* Stored data:
------------------------------
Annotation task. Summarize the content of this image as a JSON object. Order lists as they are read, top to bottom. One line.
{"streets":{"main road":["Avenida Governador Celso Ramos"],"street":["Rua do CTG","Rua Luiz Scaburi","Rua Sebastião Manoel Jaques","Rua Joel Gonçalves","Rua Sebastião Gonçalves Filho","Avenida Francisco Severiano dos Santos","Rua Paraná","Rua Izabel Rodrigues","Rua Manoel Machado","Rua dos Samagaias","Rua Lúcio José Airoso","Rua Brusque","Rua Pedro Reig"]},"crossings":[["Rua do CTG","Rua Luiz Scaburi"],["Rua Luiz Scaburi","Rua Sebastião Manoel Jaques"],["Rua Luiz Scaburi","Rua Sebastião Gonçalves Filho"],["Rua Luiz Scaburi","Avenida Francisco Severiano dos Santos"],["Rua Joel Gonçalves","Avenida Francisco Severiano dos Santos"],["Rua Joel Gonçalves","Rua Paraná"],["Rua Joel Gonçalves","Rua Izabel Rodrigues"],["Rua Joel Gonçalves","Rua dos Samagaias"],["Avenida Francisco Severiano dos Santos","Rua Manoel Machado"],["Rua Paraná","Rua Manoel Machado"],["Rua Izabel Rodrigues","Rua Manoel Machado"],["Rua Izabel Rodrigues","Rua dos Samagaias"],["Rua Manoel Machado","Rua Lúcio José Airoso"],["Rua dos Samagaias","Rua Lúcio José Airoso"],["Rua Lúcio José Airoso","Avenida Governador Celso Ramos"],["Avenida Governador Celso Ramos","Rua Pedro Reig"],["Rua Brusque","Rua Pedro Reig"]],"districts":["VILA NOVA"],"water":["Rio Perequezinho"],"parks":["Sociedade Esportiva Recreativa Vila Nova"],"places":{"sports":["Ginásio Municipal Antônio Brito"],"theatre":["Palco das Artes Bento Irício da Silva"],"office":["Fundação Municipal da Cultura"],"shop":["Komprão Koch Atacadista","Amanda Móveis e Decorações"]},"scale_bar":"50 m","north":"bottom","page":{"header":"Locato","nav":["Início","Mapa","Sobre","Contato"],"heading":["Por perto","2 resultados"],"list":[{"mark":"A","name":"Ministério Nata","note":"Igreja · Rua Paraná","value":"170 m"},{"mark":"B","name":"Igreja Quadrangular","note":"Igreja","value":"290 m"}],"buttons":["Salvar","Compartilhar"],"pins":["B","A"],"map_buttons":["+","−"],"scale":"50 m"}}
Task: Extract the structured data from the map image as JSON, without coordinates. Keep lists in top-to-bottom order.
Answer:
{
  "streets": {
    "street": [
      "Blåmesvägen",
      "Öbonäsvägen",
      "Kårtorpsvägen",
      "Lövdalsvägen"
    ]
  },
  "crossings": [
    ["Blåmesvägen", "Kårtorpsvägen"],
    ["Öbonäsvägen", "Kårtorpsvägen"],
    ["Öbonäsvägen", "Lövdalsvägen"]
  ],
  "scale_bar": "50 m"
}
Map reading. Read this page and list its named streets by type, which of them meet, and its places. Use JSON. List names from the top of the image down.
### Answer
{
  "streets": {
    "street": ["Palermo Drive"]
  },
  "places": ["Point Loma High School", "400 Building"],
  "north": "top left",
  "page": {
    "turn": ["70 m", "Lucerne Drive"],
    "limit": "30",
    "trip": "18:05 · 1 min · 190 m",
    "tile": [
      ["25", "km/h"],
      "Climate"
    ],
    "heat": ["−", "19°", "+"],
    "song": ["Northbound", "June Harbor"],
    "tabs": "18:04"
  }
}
------------------------------
* About this exercise: Only the number is needed. Say how many lines of the entries contain "JSON".

* Finished task: 3